Project description:For primary open angle glaucoma (POAG), laser treatment or surgery is used when the target intraocular pressure (IOP) cannot be achieved by pharmacological agents, such as prostaglandin (PG) analogs; these drugs also have varied effects. We retrospectively reviewed the medical records of 74 POAG patients (74 eyes) whose IOP was inadequately controlled by PG analogs (bimatoprost [13 eyes], latanoprost [34 eyes], tafluprost [11 eyes], and travoprost [16 eyes]) and underwent primary trabeculectomy. The proportion of patients with no recurrent IOP elevation within 24 months post-trabeculectomy was significantly (P < 0.001) lower in the bimatoprost group (31.3%) than in the latanoprost (83.2%), tafluprost (45.5%), or travoprost groups (65.6%).
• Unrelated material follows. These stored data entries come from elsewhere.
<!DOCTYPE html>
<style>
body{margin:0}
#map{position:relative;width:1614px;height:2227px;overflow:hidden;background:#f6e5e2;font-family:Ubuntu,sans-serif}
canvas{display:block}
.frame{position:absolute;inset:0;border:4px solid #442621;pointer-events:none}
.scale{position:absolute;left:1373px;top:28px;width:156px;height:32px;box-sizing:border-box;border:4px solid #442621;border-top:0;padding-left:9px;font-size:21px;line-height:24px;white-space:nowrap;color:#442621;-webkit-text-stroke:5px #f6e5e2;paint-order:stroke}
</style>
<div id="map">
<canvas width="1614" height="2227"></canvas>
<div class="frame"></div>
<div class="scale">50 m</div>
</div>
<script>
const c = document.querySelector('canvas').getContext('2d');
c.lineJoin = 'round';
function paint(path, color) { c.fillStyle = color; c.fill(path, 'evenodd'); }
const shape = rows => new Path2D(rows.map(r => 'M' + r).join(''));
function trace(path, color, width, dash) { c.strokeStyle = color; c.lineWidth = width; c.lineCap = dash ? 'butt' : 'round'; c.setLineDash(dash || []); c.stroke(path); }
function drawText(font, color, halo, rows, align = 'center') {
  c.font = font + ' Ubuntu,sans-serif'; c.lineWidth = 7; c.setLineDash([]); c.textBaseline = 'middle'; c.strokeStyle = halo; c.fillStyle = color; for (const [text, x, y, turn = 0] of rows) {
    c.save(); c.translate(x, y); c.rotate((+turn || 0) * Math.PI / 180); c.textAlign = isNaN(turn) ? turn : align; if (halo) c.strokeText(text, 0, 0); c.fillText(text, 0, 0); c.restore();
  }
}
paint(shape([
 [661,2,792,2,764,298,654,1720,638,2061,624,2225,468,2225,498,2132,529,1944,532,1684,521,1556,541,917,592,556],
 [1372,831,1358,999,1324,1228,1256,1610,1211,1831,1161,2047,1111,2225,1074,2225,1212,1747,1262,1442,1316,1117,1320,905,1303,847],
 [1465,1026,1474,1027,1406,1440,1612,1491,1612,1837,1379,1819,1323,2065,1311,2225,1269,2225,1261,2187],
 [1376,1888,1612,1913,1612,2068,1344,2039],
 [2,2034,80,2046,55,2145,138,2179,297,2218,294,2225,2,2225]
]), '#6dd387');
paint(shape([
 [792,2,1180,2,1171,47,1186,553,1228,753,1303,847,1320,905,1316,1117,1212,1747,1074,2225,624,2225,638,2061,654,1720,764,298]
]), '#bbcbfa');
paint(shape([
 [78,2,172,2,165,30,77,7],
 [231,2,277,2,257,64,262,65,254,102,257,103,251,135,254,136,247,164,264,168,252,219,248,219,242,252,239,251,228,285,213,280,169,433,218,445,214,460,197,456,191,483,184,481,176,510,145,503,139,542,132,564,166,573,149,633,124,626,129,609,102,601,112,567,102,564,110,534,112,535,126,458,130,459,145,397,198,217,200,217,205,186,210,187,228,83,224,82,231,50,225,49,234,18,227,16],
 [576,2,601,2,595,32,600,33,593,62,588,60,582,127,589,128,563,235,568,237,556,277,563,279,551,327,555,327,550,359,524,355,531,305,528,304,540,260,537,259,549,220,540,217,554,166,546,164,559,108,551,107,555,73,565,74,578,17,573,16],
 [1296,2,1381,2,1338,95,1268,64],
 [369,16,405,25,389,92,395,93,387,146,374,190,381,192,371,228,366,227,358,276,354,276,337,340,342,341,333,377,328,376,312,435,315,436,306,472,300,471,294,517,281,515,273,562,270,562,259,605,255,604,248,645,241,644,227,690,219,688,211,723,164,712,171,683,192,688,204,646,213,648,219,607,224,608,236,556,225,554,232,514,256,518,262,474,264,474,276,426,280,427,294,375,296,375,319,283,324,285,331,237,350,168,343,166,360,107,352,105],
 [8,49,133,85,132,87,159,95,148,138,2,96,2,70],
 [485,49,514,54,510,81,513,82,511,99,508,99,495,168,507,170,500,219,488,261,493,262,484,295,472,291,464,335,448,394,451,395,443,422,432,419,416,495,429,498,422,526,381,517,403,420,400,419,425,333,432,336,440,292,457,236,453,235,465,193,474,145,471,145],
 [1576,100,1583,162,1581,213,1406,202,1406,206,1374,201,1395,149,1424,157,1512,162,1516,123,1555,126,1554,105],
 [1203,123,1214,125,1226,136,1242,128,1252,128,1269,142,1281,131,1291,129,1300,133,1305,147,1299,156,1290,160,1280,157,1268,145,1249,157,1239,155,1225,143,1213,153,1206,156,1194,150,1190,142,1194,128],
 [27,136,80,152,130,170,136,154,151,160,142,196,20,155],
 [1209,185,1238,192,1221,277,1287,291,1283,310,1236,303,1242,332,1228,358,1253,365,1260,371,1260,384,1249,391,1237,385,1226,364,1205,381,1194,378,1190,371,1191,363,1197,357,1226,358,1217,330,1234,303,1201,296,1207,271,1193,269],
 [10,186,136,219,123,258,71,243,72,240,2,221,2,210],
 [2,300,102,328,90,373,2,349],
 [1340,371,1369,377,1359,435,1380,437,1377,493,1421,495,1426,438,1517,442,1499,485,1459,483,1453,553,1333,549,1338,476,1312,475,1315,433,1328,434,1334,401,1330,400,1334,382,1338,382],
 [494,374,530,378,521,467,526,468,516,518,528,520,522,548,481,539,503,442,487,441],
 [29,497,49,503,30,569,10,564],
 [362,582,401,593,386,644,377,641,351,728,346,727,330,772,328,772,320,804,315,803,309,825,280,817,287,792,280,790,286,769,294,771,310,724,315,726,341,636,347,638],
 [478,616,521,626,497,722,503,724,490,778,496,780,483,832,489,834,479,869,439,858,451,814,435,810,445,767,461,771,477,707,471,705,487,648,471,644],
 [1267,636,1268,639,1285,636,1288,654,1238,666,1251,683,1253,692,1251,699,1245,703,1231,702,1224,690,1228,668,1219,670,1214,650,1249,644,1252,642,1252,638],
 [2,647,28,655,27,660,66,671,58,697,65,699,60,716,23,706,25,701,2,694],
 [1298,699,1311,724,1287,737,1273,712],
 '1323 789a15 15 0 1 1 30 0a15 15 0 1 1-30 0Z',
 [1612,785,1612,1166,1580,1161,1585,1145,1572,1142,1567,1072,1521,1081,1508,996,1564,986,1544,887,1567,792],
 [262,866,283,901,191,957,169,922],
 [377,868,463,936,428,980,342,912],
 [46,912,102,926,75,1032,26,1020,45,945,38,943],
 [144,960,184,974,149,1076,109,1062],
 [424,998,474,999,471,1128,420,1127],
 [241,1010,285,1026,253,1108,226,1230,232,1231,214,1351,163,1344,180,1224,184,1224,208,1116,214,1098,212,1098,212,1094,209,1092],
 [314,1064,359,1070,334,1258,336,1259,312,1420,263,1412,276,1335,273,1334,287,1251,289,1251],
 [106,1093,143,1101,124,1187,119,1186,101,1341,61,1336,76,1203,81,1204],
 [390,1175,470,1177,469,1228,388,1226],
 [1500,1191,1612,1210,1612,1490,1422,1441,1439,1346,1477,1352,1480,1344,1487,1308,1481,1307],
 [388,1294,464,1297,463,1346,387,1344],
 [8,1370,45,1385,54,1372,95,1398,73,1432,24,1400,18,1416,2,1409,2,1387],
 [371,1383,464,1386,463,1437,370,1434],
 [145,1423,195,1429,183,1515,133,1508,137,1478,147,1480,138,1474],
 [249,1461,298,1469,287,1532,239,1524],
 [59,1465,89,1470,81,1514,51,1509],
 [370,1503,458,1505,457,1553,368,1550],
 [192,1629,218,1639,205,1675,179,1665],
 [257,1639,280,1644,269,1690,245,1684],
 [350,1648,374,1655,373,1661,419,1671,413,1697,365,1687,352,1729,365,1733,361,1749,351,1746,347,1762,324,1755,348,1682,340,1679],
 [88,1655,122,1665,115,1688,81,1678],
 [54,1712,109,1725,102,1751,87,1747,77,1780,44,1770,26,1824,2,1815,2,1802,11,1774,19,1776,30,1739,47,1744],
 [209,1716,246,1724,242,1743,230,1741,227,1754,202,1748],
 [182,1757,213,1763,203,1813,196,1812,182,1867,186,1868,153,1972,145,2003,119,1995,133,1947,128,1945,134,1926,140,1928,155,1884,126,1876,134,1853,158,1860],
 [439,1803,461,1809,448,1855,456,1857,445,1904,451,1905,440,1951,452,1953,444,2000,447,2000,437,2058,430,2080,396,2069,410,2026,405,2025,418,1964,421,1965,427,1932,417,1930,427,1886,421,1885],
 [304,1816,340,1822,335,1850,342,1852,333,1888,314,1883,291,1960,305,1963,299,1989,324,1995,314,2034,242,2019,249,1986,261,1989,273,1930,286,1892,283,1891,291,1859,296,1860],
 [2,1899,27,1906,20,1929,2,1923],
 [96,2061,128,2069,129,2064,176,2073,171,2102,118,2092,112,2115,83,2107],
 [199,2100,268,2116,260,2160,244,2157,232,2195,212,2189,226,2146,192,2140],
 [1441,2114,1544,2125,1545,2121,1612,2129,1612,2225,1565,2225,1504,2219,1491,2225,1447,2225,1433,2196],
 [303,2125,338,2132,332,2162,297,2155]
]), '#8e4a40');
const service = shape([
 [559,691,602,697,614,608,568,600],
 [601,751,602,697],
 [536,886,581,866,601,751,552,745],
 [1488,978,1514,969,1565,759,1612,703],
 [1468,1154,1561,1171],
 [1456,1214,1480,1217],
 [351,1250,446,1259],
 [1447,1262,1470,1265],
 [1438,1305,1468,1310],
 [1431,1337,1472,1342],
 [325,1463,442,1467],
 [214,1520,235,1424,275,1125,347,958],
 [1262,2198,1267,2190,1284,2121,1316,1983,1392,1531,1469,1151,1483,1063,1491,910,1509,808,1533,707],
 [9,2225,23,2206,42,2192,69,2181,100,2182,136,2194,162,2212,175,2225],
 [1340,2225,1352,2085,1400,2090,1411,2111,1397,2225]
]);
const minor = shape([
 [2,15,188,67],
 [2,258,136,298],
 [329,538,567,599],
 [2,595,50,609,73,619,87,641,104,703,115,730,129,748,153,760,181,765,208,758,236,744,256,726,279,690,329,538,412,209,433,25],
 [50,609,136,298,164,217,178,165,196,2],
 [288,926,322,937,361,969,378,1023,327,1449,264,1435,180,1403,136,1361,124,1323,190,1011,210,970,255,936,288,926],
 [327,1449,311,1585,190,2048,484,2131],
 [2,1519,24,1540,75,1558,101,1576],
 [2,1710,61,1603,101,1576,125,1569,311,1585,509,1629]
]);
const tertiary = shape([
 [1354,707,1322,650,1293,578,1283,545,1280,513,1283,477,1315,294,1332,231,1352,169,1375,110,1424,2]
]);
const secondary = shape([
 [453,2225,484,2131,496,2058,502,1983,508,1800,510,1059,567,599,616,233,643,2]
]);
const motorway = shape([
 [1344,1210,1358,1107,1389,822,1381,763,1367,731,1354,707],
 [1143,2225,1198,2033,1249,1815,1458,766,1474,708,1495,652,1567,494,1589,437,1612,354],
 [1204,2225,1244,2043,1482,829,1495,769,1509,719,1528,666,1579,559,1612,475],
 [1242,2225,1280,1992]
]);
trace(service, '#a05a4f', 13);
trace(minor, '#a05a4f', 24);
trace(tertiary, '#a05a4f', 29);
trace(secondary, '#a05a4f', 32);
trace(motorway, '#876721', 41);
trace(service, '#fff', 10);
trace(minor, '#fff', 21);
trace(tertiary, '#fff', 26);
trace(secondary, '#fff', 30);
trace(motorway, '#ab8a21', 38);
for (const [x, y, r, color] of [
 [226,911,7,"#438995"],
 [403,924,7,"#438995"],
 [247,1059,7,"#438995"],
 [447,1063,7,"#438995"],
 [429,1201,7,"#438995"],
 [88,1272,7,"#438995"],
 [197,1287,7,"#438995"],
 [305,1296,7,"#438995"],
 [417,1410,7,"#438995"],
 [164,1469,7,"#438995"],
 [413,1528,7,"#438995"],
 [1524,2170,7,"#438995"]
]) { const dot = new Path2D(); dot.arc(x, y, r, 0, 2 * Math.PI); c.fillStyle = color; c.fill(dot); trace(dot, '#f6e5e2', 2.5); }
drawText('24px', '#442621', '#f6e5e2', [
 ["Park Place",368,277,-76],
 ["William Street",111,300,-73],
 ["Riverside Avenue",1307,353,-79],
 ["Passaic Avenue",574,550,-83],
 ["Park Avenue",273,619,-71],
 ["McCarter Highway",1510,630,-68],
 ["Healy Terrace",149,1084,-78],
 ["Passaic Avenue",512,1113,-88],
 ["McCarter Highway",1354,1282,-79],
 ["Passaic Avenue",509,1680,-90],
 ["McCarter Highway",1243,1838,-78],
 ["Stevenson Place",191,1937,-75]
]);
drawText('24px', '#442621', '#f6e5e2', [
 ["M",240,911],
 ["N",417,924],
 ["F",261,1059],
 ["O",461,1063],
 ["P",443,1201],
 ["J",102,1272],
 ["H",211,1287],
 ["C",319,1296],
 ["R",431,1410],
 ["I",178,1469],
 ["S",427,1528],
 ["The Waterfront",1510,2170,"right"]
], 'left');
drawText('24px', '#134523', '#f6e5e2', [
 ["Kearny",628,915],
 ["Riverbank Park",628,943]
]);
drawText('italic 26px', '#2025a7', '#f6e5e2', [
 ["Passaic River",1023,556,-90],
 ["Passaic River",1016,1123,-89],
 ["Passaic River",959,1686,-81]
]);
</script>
Deepening of the upper eyelid sulcus (DUES) was observed before trabeculectomy in 18 of 74 eyes (24.3%) treated with bimatoprost (9 eyes; 50.0%), latanoprost (3 eyes; 16.7%), tafluprost (1 eye; 5.5%) and travoprost (5 eyes; 27.8%). The proportion of patients with no recurrent IOP elevation up to 24 months post-trabeculectomy was significantly (P < 0.0001) lower in the DUES(+) group (34.7%) than in the DUES(-) group (74.3%). Multivariate stepwise logistic regression analysis, with no recurrent IOP elevation used as dependent variable, and bimatoprost, latanoprost, travoprost, tafluprost, β-blocker, carbonic anhydrase inhibitor, brimonidine, gender, age, preoperative IOP, mean deviation, duration of PG analog use before surgery, and the number of ophthalmic solutions used as independent variables, identified only bimatoprost as a significant independent factor (P = 0.0368). Thus, the outcome of trabeculectomy varied depending on the PG analog used preoperatively, and bimatoprost use was associated with a high risk of recurrent IOP elevation up to 2 years post-trabeculectomy. This may indicate that the incidence of DUES differed with the PG analog used. Patients with glaucoma who are treated with bimatoprost should be monitored for DUES, and when these patients undergo trabeculectomy, the postoperative course of IOP should be followed carefully.